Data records
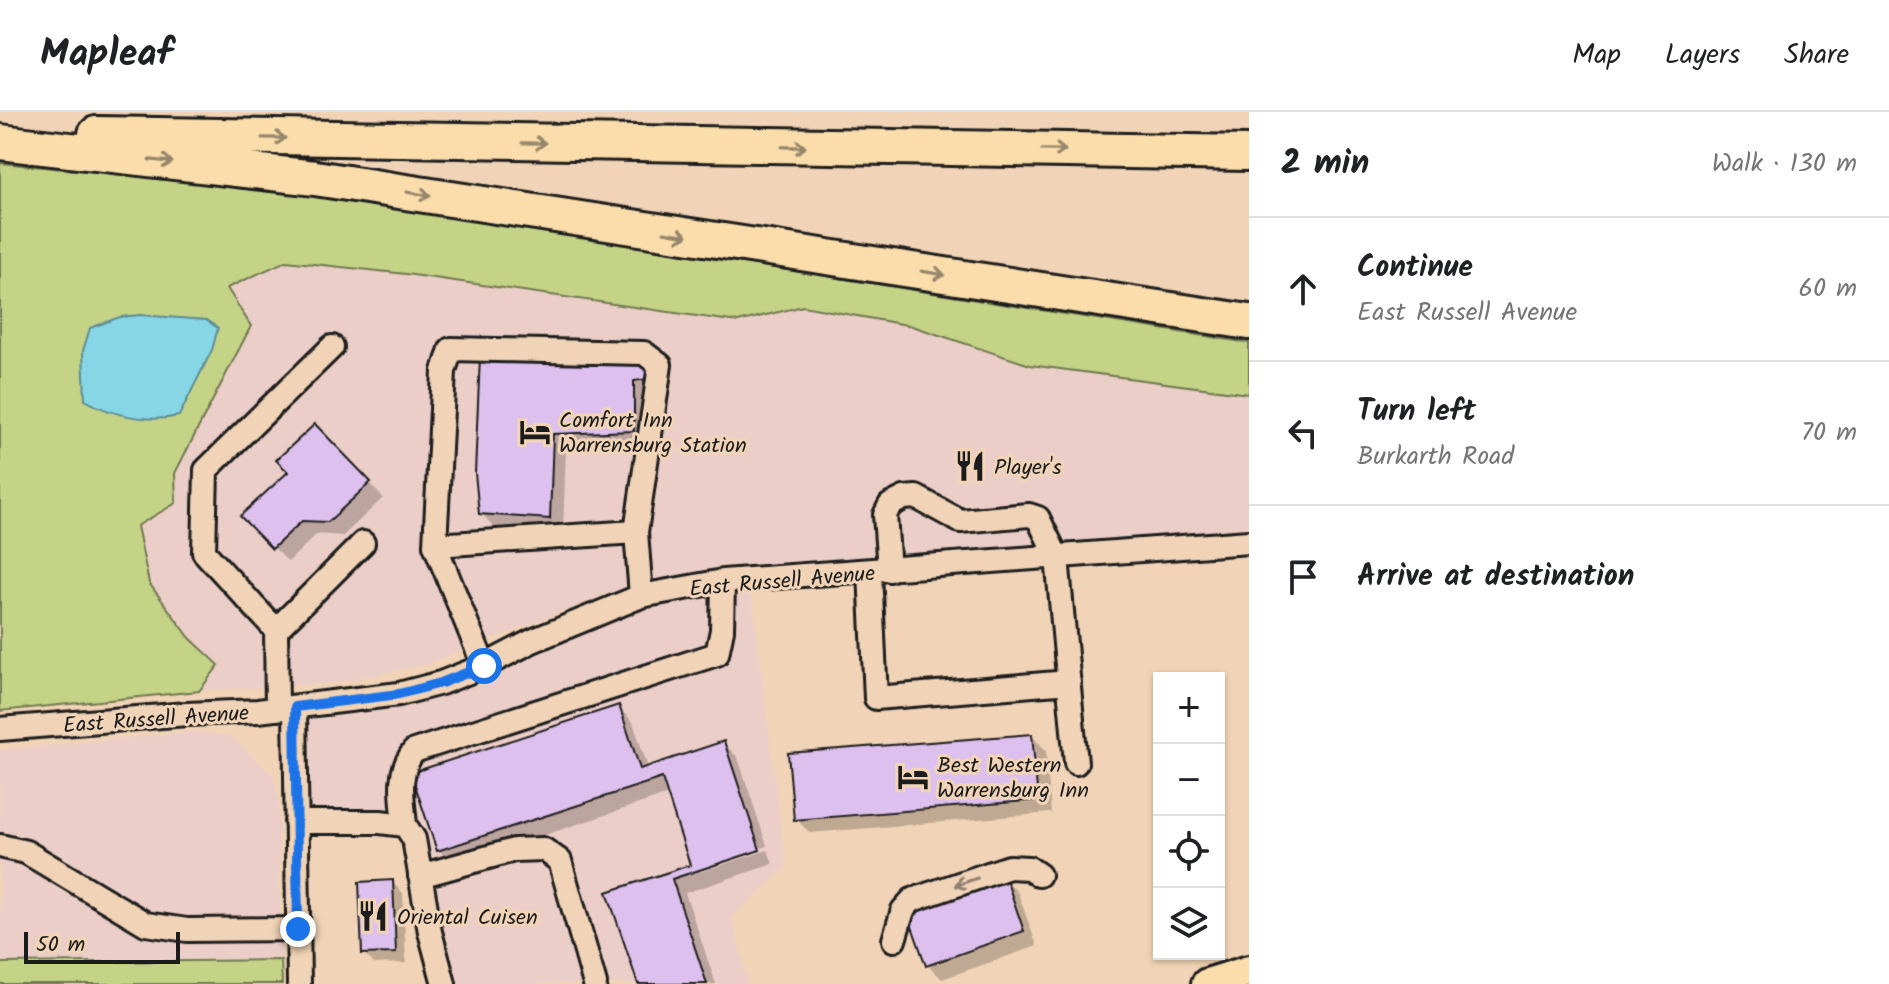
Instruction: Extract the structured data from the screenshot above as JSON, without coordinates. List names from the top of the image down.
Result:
{
  "streets": {
    "street": ["East Russell Avenue"]
  },
  "places": {
    "hotel": ["Comfort Inn Warrensburg Station", "Best Western Warrensburg Inn"],
    "restaurant": ["Player's", "Oriental Cuisen"]
  },
  "scale_bar": "50 m",
  "page": {
    "header": "Mapleaf",
    "nav": ["Map", "Layers", "Share"],
    "heading": ["2 min", "Walk · 130 m"],
    "list": [
      ["Continue", "East Russell Avenue", "60 m"],
      ["Turn left", "Burkarth Road", "70 m"],
      "Arrive at destination"
    ],
    "map_buttons": ["+", "−"],
    "scale": "50 m"
  }
}
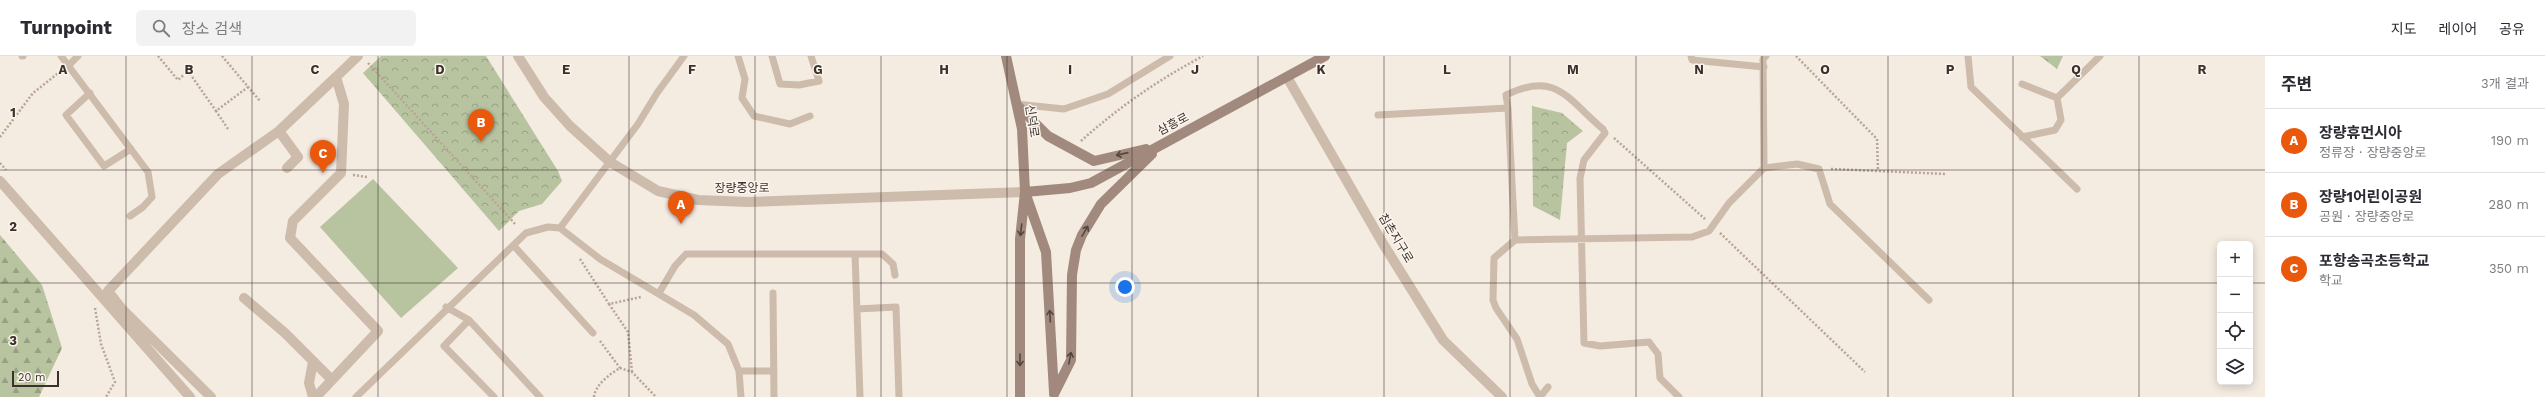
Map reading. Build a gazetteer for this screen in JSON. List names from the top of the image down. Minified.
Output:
{"streets":{"main road":["신덕로","삼흥로"],"street":["장량중앙로","침촌지구로"]},"crossings":[["신덕로","삼흥로"],["신덕로","장량중앙로"],["삼흥로","장량중앙로"],["삼흥로","침촌지구로"]],"scale_bar":"20 m","page":{"header":"Turnpoint","search":"장소 검색","nav":["지도","레이어","공유"],"heading":["주변","3개 결과"],"list":[{"mark":"A","name":"장량휴먼시아","note":"정류장 · 장량중앙로","value":"190 m"},{"mark":"B","name":"장량1어린이공원","note":"공원 · 장량중앙로","value":"280 m"},{"mark":"C","name":"포항송곡초등학교","note":"학교","value":"350 m"}],"pins":["B","C","A"],"map_buttons":["+","−"],"scale":"20 m"},"grid":{"columns":["A","B","C","D","E","F","G","H","I","J","K","L","M","N","O","P","Q","R"],"rows":["1","2","3"]}}
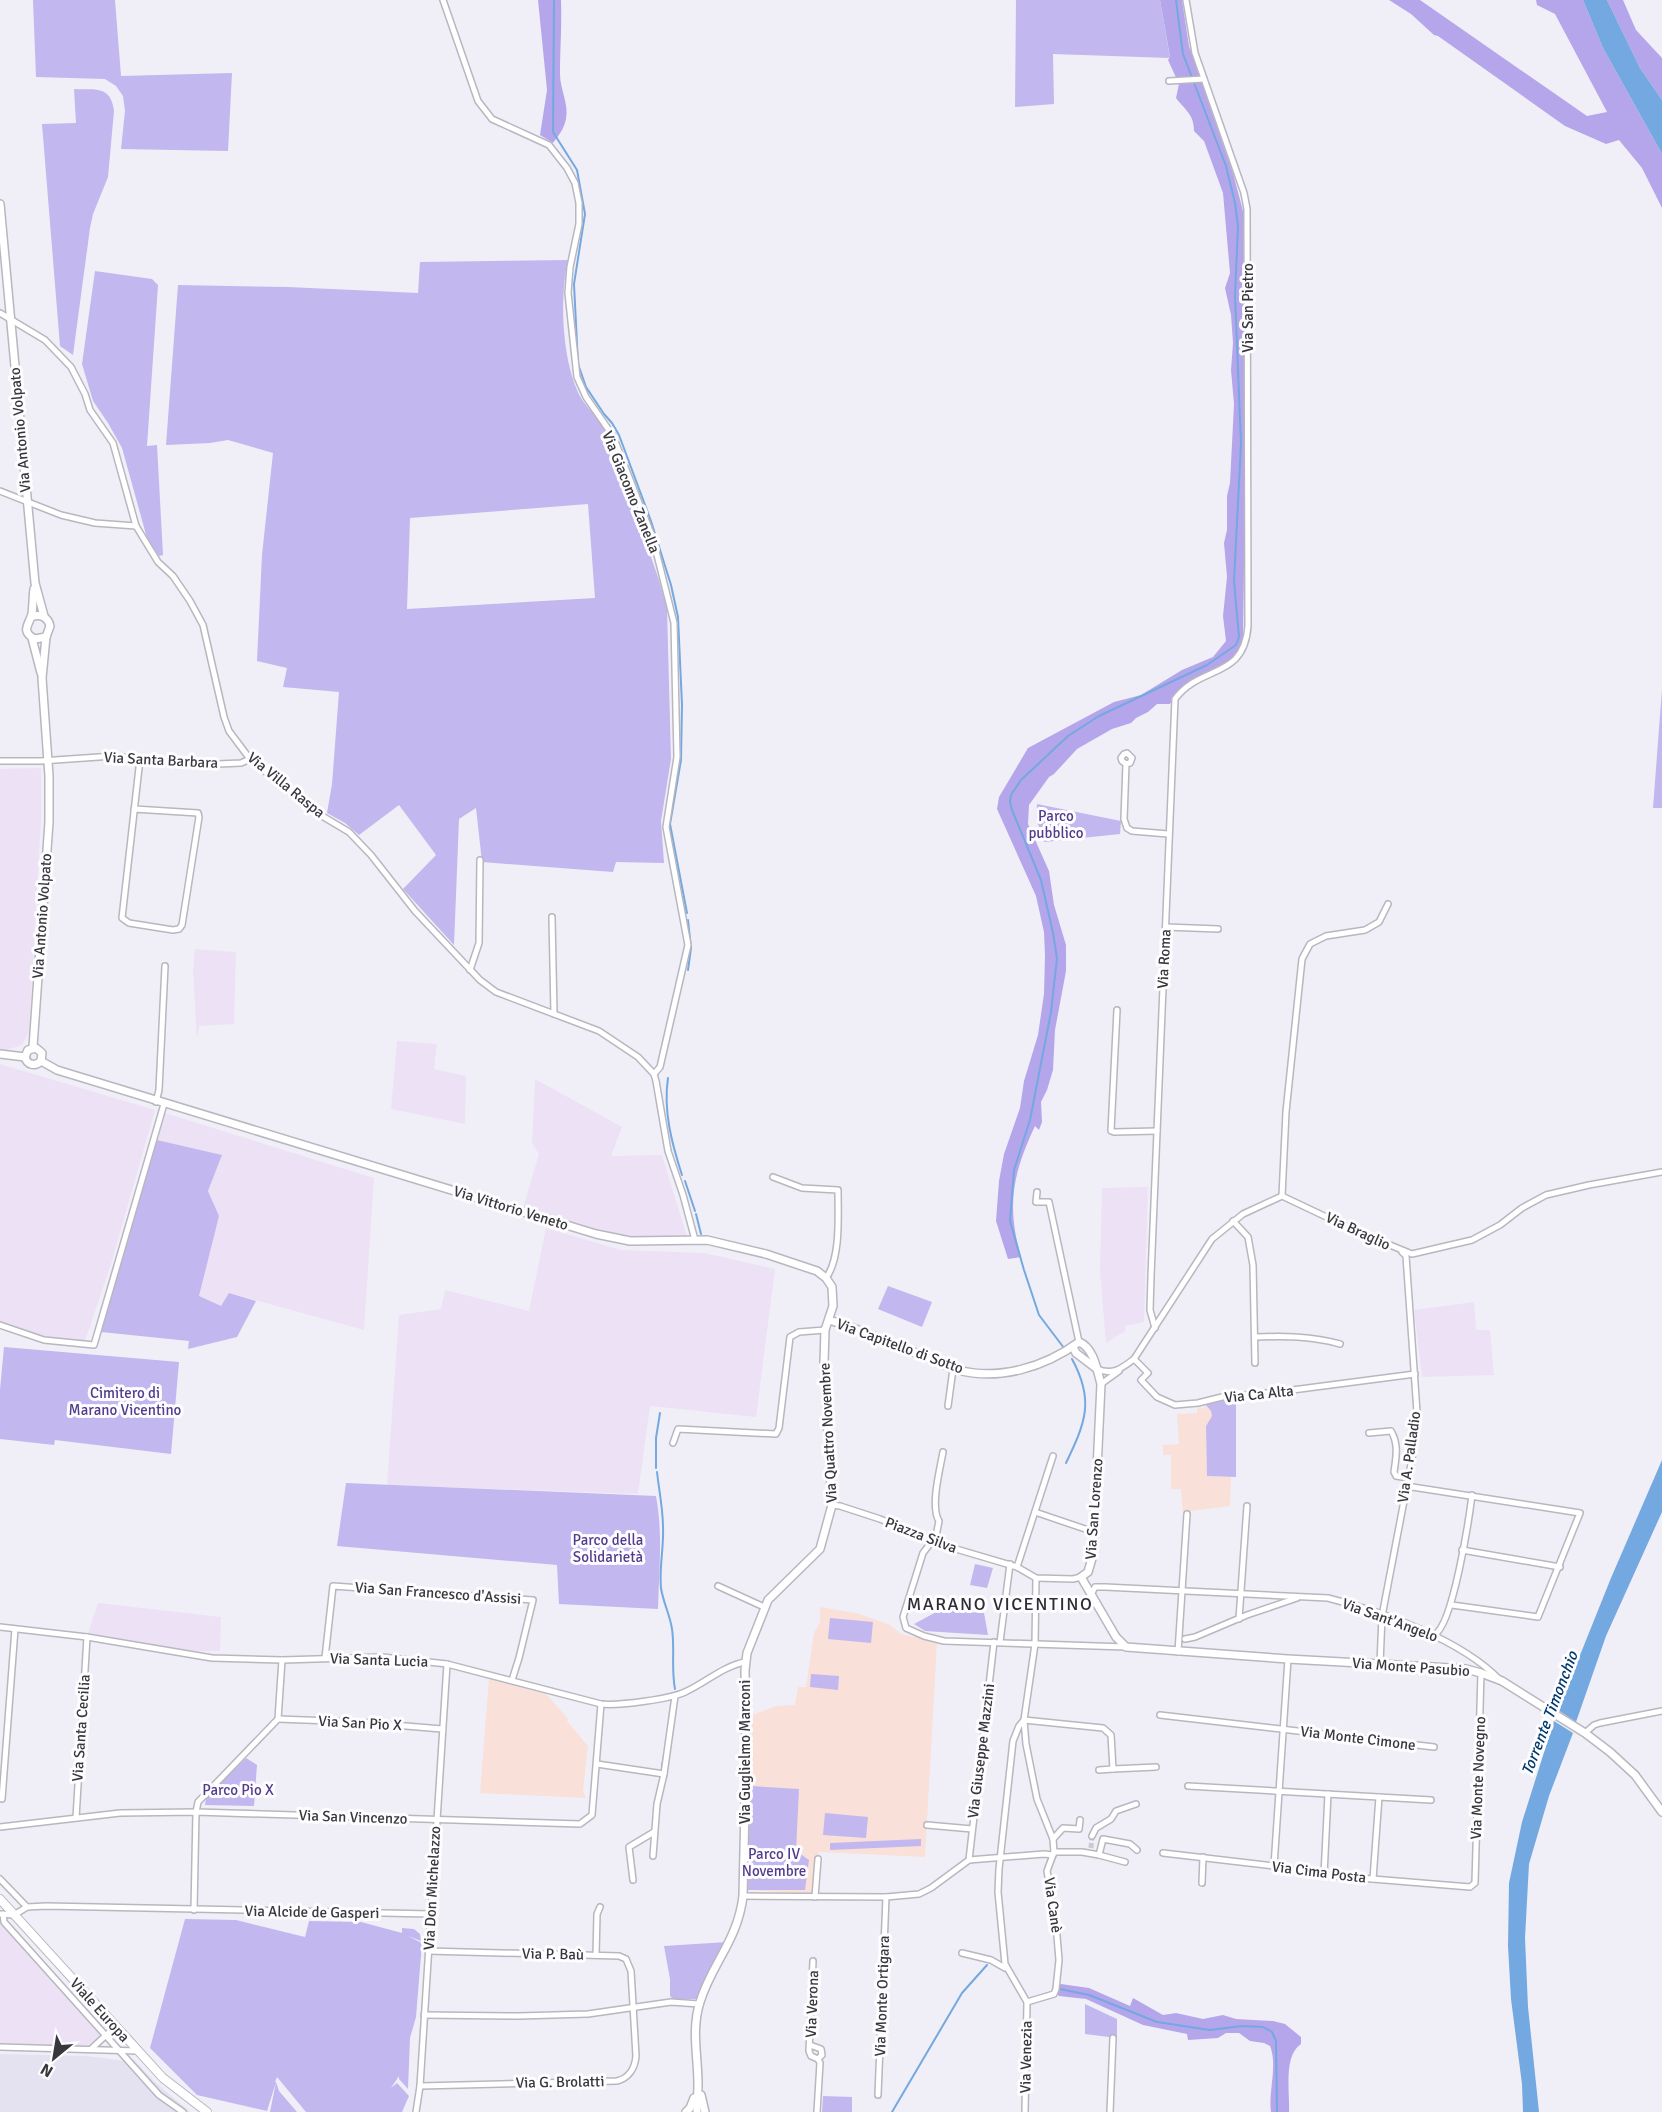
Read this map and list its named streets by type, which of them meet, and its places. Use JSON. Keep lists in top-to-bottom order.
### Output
{
  "streets": {
    "main road": ["Viale Europa"],
    "street": [
      "Via San Pietro",
      "Via Antonio Volpato",
      "Via Giacomo Zanella",
      "Via Santa Barbara",
      "Via Villa Raspa",
      "Via Roma",
      "Via Vittorio Veneto",
      "Via Braglio",
      "Via Capitello di Sotto",
      "Via Ca Alta",
      "Via Quattro Novembre",
      "Via A. Palladio",
      "Via San Lorenzo",
      "Piazza Silva",
      "Via San Francesco d'Assisi",
      "Via Sant'Angelo",
      "Via Santa Lucia",
      "Via Monte Pasubio",
      "Via San Pio X",
      "Via Santa Cecilia",
      "Via Monte Cimone",
      "Via Giuseppe Mazzini",
      "Via Guglielmo Marconi",
      "Via Monte Novegno",
      "Via San Vincenzo",
      "Via Cima Posta",
      "Via Don Michelazzo",
      "Via Canè",
      "Via Alcide de Gasperi",
      "Via P. Baù",
      "Via Monte Ortigara",
      "Via Verona",
      "Via Venezia",
      "Via G. Brolatti"
    ]
  },
  "crossings": [
    ["Via San Pietro", "Via Roma"],
    ["Via Antonio Volpato", "Via Santa Barbara"],
    ["Via Antonio Volpato", "Via Villa Raspa"],
    ["Via Antonio Volpato", "Via Vittorio Veneto"],
    ["Via Giacomo Zanella", "Via Villa Raspa"],
    ["Via Santa Barbara", "Via Villa Raspa"],
    ["Via Braglio", "Via A. Palladio"],
    ["Via Capitello di Sotto", "Via Quattro Novembre"],
    ["Via Capitello di Sotto", "Via San Lorenzo"],
    ["Via Ca Alta", "Via A. Palladio"],
    ["Via Quattro Novembre", "Piazza Silva"],
    ["Via Quattro Novembre", "Via Santa Lucia"],
    ["Via Quattro Novembre", "Via Guglielmo Marconi"],
    ["Via A. Palladio", "Via Sant'Angelo"],
    ["Via A. Palladio", "Via Monte Pasubio"],
    ["Via San Lorenzo", "Piazza Silva"],
    ["Via San Lorenzo", "Via Sant'Angelo"],
    ["Via San Lorenzo", "Via Monte Pasubio"],
    ["Via San Francesco d'Assisi", "Via Santa Lucia"],
    ["Via Sant'Angelo", "Via Monte Pasubio"],
    ["Via Santa Lucia", "Via Santa Cecilia"],
    ["Via Santa Lucia", "Via Guglielmo Marconi"],
    ["Via Santa Lucia", "Via San Vincenzo"],
    ["Via Santa Lucia", "Via Don Michelazzo"],
    ["Via Monte Pasubio", "Via Monte Novegno"],
    ["Via San Pio X", "Via Don Michelazzo"],
    ["Via Santa Cecilia", "Via San Vincenzo"],
    ["Via Monte Novegno", "Via Cima Posta"],
    ["Via San Vincenzo", "Via Don Michelazzo"],
    ["Via Don Michelazzo", "Via Alcide de Gasperi"],
    ["Via Don Michelazzo", "Via P. Baù"],
    ["Via Don Michelazzo", "Via G. Brolatti"],
    ["Via Canè", "Via Venezia"],
    ["Via P. Baù", "Via G. Brolatti"]
  ],
  "districts": ["MARANO VICENTINO"],
  "water": ["Torrente Timonchio"],
  "parks": [
    "Parco pubblico",
    "Cimitero di Marano Vicentino",
    "Parco della Solidarietà",
    "Parco Pio X",
    "Parco IV Novembre"
  ],
  "north": "bottom left"
}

ABOUT THIS TASK: Search the entries for "Zanella" and copy each matching line.

YOUR SOLUTION:
      "Via Giacomo Zanella",
    ["Via Giacomo Zanella", "Via Villa Raspa"],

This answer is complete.